The CRISPR-Cas9 system, a pioneering RNA-guided genome-editing tool, has seen widespread application in biomedical research. Despite its utility, concerns regarding the specificity of Cas9 nuclease across the genome persist. To address these concerns, a study published in Nature Methods in 2014 introduced a novel methodology for off-target site identification: Digenome-seq (Digenome Sequencing), an approach for genome-wide profiling of CRISPR-Cas9 off-target effects in human cells.

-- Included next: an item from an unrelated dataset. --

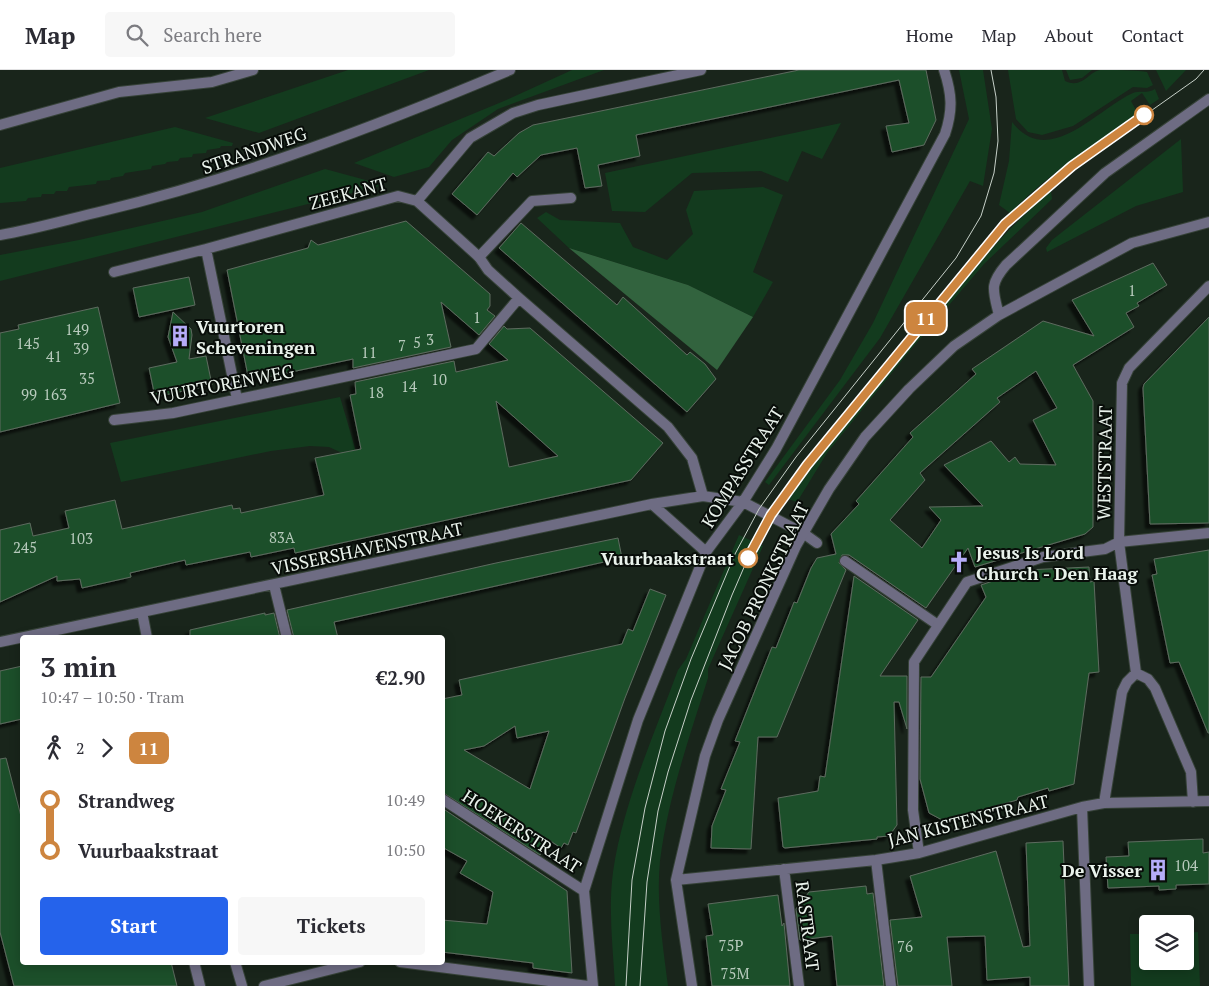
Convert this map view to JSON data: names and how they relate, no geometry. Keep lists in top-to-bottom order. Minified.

Digenome-seq is predicated on in vitro digestion of the genome using Cas9, followed by high-throughput sequencing. The generated sequences, which exhibit a 5' end identical to the 5' end of Cas9 cleavage sites, can be identified through computational methods. This technique enables the detection of off-target sites with an insertion/deletion (indel) frequency as low as 0.1%, approaching the detection limits of targeted deep sequencing.
The study demonstrated that Cas9 nuclease possesses high specificity, inducing off-target mutations at only a few locations across the entire genome rather than thousands of sites. Furthermore, it was observed that Cas9 off-target effects can be mitigated by replacing sgRNAs with those exhibiting improved specificity. Digenome-seq is thus affirmed as a reliable, sensitive, unbiased, and cost-effective method for analyzing the genome-wide off-target effects of programmable nucleases, including Cas9.
Programmable nucleases, such as zinc finger nucleases (ZFNs), transcription activator-like effector nucleases (TALENs), and RNA-guided engineered nucleases (RGENs) derived from the type II CRISPR-Cas system, serve as invaluable tools for genome editing in cultured cells and whole organisms. Nevertheless, these nucleases are also associated with the induction of off-target mutations. For example, the RGEN complex consisting of spCas9 and single-guide RNA (sgRNA) can recognize target DNA sequences of 22 nucleotides, including specific insertions and NGG motifs, thereby accommodating several nucleotide mismatches. This characteristic implies that particular nuclease complexes may potentially interact with thousands of off-target sites within the human genome. Such off-target activity can result in unintended mutations at non-target genomic loci, as well as chromosomal rearrangements such as translocations, deletions, and inversions. These occurrences pose significant concerns regarding both research and clinical applications of genome editing technologies.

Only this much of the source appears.